Last modified on 15 December 2006, at 12:45

A-level Applied Science/Choosing and Using Materials/Microscopic structure

Microscopic structureEdit

We need to consider crystalline, polymeric and amorphous materials;

Crystalline materials 
may be ionic, metallic or giant covalent.
The atoms are packed in a regular pattern. This gives great strength, but in the case of ionic and covalent crystals, and molecules held by dipole-dipole or hydrogen bonds, the crystal structure fractures if placed under strain.
Polymeric materials 
are either long covalent molecules, held together by intermolecular bonds; or a giant molecule. The latter are the thermoset polymers which behave like crystalline materials.
Thermoplastic polymers become ductile when heated and can be moulded into shape.
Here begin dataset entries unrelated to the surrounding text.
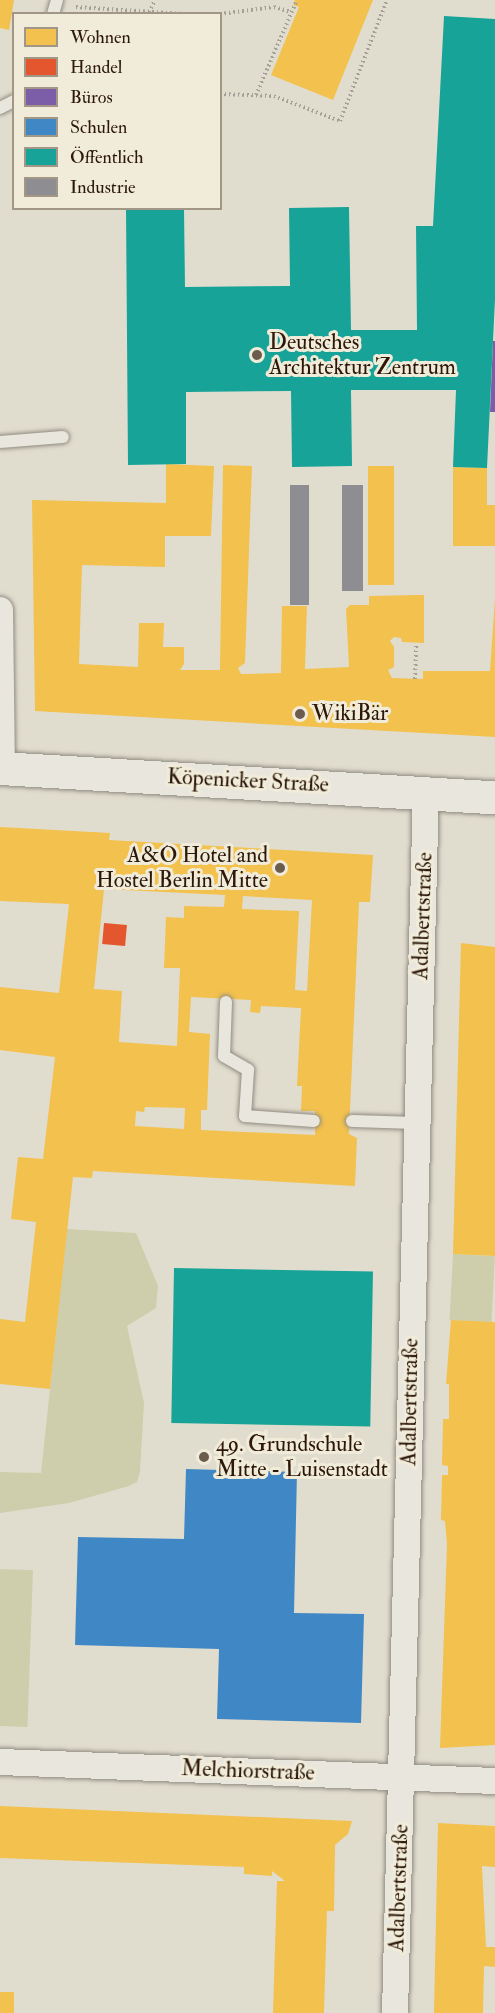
<!DOCTYPE html>
<html>
<head>
<meta charset="utf-8">
<style>
  body { margin:0 }
  #map { position:relative; width:495px; height:2013px; overflow:hidden; background:#e1ddce; font-family:"IM FELL Double Pica",serif }
  div>[style] { position:absolute }
  .green>* { inset:0; background:#ceceac; transform-origin:0 0 }
  .homes>* { inset:0; background:#f2c14e; transform-origin:0 0 }
  .shops>* { inset:0; background:#e4572e; transform-origin:0 0 }
  .offices>* { inset:0; background:#7b5ea7 }
  .schools>* { inset:0; background:#3f88c5 }
  .public>* { inset:0; background:#17a398; transform-origin:0 0 }
  .industry>* { inset:0; background:#8d8d92; transform-origin:0 0 }
  .path>* { height:4px; margin-top:-2px; transform-origin:0; background:repeating-linear-gradient(90deg,#a4a098 0 1.5px,transparent 0 4.5px) }
  .roads { filter:drop-shadow(0 0 2px #918c82) drop-shadow(0 0 2px #918c82) }
  .service>* { height:12px; margin:-6px; padding:0 6px; transform-origin:6px; border-radius:6px; background:#e9e6de }
  .minor>* { height:26px; margin:-13px; padding:0 13px; transform-origin:13px; border-radius:13px; background:#e9e6de }
  .secondary>* { height:33px; margin:-16.5px; padding:0 16.5px; transform-origin:16.5px; border-radius:16.5px; background:#e9e6de }
  .dots>* { width:16px; height:16px; translate:-50% -50%; box-sizing:border-box; border:3px solid #f1ecda; border-radius:50% }
  span { translate:-50% -50%; white-space:nowrap; text-align:center; line-height:1.15; -webkit-text-stroke:6px #f1ecda; paint-order:stroke }
  .poi-label { font-size:22px; color:#2c1709 }
  .left { translate:0 -50%; text-align:left }
  .right { translate:-100% -50%; text-align:right }
  .street-label { font-size:22px; color:#2c1709 }
  .legend { position:absolute; left:12px; top:12px; width:210px; height:198px; box-sizing:border-box; background:#f1ecda; border:2px solid #a29786; margin:0; padding:8px 10px; list-style:none; font-size:18px; color:#2c1709 }
  .legend li { display:flex; align-items:center; gap:12px; height:30px }
  .legend b { width:30px; border:2px solid #a29786 }
</style>
</head>
<body>
<div id="map">
  <div class="green">
    <div style="clip-path:polygon(67px 1229px,136px 1233px,158px 1286px,156px 1308px,127px 1326px,144px 1403px,140px 1472px,137px 1482px,129px 1486px,69px 1503px,0 1513px,0 1472px,41px 1473px)"></div>
    <div style="left:453px;top:1254px;width:42px;height:66px;rotate:3deg"></div>
    <div style="left:0;top:1569px;width:33px;height:157px;rotate:2deg"></div>
  </div>
  <div class="homes">
    <div style="clip-path:polygon(0 0,14px 0,9px 30px,0 28px)"></div>
    <div style="clip-path:polygon(295px 0,373px 0,333px 100px,271px 75px,299px 7px,293px 5px)"></div>
    <div style="clip-path:polygon(166px 464px,214px 466px,211px 536px,165px 536px,165px 567px,82px 565px,79px 664px,138px 667px,139px 623px,164px 623px,163px 647px,184px 647px,184px 664px,180px 670px,220px 670px,223px 465px,252px 466px,245px 663px,238px 668px,241px 674px,281px 673px,282px 606px,307px 606px,305px 669px,349px 667px,346px 609px,350px 605px,369px 605px,369px 596px,416px 595px,424px 595px,424px 643px,402px 642px,401px 638px,394px 637px,390px 641px,394px 647px,394px 667px,388px 670px,392px 678px,423px 679px,423px 671px,490px 671px,495px 598px,495px 737px,35px 711px,32px 500px,166px 503px)"></div>
    <div style="left:368px;top:466px;width:26px;height:119px"></div>
    <div style="clip-path:polygon(453px 467px,487px 468px,487px 505px,495px 505px,495px 546px,453px 546px)"></div>
    <div style="clip-path:polygon(evenodd,0 827px,110px 833px,109px 840px,373px 855px,370px 902px,359px 902px,349px 1134px,357px 1138px,355px 1186px,93px 1171px,92px 1178px,73px 1177px,50px 1389px,0 1384px,0 1319px,25px 1322px,36px 1222px,11px 1219px,18px 1157px,43px 1159px,55px 1057px,0 1050px,0 987px,59px 993px,69px 904px,0 901px,0 827px,104px 889px,225px 895px,224px 907px,184px 906px,184px 918px,166px 917px,164px 968px,180px 968px,177px 1046px,119px 1042px,122px 991px,94px 989px,104px 889px,0 827px,243px 896px,312px 900px,307px 991px,295px 990px,299px 911px,242px 909px,243px 896px,0 827px,191px 997px,251px 1000px,250px 1012px,260px 1013px,261px 1006px,301px 1008px,297px 1086px,302px 1086px,301px 1111px,315px 1111px,315px 1135px,201px 1130px,201px 1110px,207px 1110px,210px 1034px,189px 1032px,191px 997px,0 827px,145px 1107px,185px 1108px,184px 1129px,135px 1126px,136px 1111px,144px 1112px,145px 1107px)"></div>
    <div style="clip-path:polygon(461px 943px,495px 947px,495px 1256px,453px 1254px)"></div>
    <div style="clip-path:polygon(451px 1320px,495px 1322px,495px 1745px,440px 1748px,447px 1544px,445px 1521px,441px 1520px,442px 1475px,448px 1475px,448px 1466px,442px 1465px,443px 1419px,449px 1419px,449px 1384px,446px 1384px)"></div>
    <div style="clip-path:polygon(0 1806px,352px 1821px,348px 1834px,335px 1845px,334px 1911px,327px 1911px,324px 2013px,273px 2013px,277px 1881px,285px 1881px,272px 1871px,272px 1876px,244px 1874px,244px 1867px,0 1858px)"></div>
    <div style="clip-path:polygon(438px 1823px,495px 1826px,495px 1867px,482px 1866px,486px 1947px,495px 1947px,495px 1967px,484px 1966px,483px 2013px,434px 2013px)"></div>
    <div style="left:0;top:1992px;width:14px;height:21px"></div>
  </div>
  <div class="shops">
    <div style="left:104px;top:923px;width:23px;height:21px;rotate:5deg"></div>
  </div>
  <div class="offices">
    <div style="clip-path:polygon(493px 341px,495px 341px,495px 412px,490px 412px)"></div>
  </div>
  <div class="schools">
    <div style="clip-path:polygon(186px 1469px,297px 1472px,294px 1613px,364px 1614px,361px 1723px,217px 1719px,219px 1649px,75px 1645px,78px 1537px,184px 1539px)"></div>
  </div>
  <div class="public">
    <div style="clip-path:polygon(444px 16px,495px 19px,495px 299px,487px 468px,453px 467px,456px 390px,351px 390px,352px 466px,292px 467px,291px 391px,186px 392px,186px 464px,128px 465px,126px 208px,184px 208px,185px 287px,290px 286px,289px 208px,349px 207px,351px 330px,417px 330px,416px 226px,433px 226px)"></div>
    <div style="left:174px;top:1268px;width:199px;height:155px;rotate:1deg"></div>
  </div>
  <div class="industry">
    <div style="left:290px;top:485px;width:19px;height:120px"></div>
    <div style="left:342px;top:485px;width:21px;height:106px"></div>
  </div>
  <div class="path">
    <div style="left:76px;top:7px;width:108px;rotate:3.7deg"></div>
    <div style="left:149px;top:12px;width:13px;rotate:-63deg"></div>
    <div style="left:220px;top:14px;width:54px;rotate:-7.4deg"></div>
    <div style="left:274px;top:7px;width:18px;rotate:16deg"></div>
    <div style="left:220px;top:94px;width:54px;rotate:2.1deg"></div>
    <div style="left:274px;top:96px;width:71px;rotate:20.7deg"></div>
    <div style="left:340px;top:121px;width:130px;rotate:-68.8deg"></div>
    <div style="left:256px;top:95px;width:103px;rotate:-66.7deg"></div>
    <div style="left:415px;top:679px;width:36px;rotate:-88deg"></div>
  </div>
  <div class="roads">
    <div class="service">
      <div style="left:53px;top:14px;width:15px;rotate:-74deg"></div>
      <div style="left:0;top:108px;width:16px;rotate:-27deg"></div>
      <div style="left:0;top:442px;width:63px;rotate:-4.5deg"></div>
      <div style="left:226px;top:1002px;width:54px;rotate:92.1deg"></div>
      <div style="left:224px;top:1056px;width:28px;rotate:30deg"></div>
      <div style="left:248px;top:1070px;width:46px;rotate:93.7deg"></div>
      <div style="left:245px;top:1116px;width:69px;rotate:4.1deg"></div>
      <div style="left:352px;top:1121px;width:65px;rotate:1.8deg"></div>
    </div>
    <div class="minor">
      <div style="left:0;top:610px;width:158px;rotate:89.3deg"></div>
      <div style="left:0;top:1762px;width:495px;rotate:2.2deg"></div>
      <div style="left:395px;top:2013px;width:1221px;rotate:-88.55deg"></div>
    </div>
    <div class="secondary">
      <div style="left:0;top:768px;width:496px;rotate:3.4deg"></div>
    </div>
  </div>
  <div class="dots">
    <div style="left:257px;top:355px;background:#6b5c4e"></div>
    <div style="left:300px;top:714px;background:#6b5c4e"></div>
    <div style="left:280px;top:868px;background:#6b5c4e"></div>
    <div style="left:204px;top:1457px;background:#6b5c4e"></div>
  </div>
  <div class="poi-label">
    <span class="left" style="left:269px;top:355px">Deutsches<br>Architektur Zentrum</span>
    <span class="left" style="left:312px;top:714px">WikiBär</span>
    <span class="right" style="left:268px;top:868px">A&amp;O Hotel and<br>Hostel Berlin Mitte</span>
    <span class="left" style="left:216px;top:1457px">49. Grundschule<br>Mitte - Luisenstadt</span>
  </div>
  <div class="street-label">
    <span style="left:248px;top:781px;rotate:3deg">Köpenicker Straße</span>
    <span style="left:423px;top:916px;rotate:-88deg">Adalbertstraße</span>
    <span style="left:410px;top:1402px;rotate:-89deg">Adalbertstraße</span>
    <span style="left:248px;top:1771px;rotate:2deg">Melchiorstraße</span>
    <span style="left:399px;top:1888px;rotate:-88deg">Adalbertstraße</span>
  </div>
  <ul class="legend">
  <li><b style="height:16px;background:#f2c14e"></b>Wohnen</li>
  <li><b style="height:16px;background:#e4572e"></b>Handel</li>
  <li><b style="height:16px;background:#7b5ea7"></b>Büros</li>
  <li><b style="height:16px;background:#3f88c5"></b>Schulen</li>
  <li><b style="height:16px;background:#17a398"></b>Öffentlich</li>
  <li><b style="height:16px;background:#8d8d92"></b>Industrie</li>
  </ul>
</div>
</body>
</html>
Cold-drawing the polymer (imposing plastic strain while the material is at room temperature) will line-up the polymers chains. Cold-drawn polymer is very strong in the direction it was strained, because its strength comes from the covalent bonds of it molecules, not the intermolecular bonds.
Amorphous materials 
include glass and polymers. Amorphous polymers are discussed above, but note that if the intermolecular bonds are strong and directional (e.g. Perspex, polystyrene) then the polymers becomes brittle. Glass is also brittle, and for the same reason – straining the material breaks the bonds that hold it together. In the case of glass these are covalent bonds.

The structure of composite materials.Edit

Composite materials combine the properties of two or more simple materials. For example, glass fibre combines a tough flexible resin with strong fibres of glass.

The interaction between the two materials is also important. Cracks may be stopped from opening because they form in one material but cannot pass through the other one.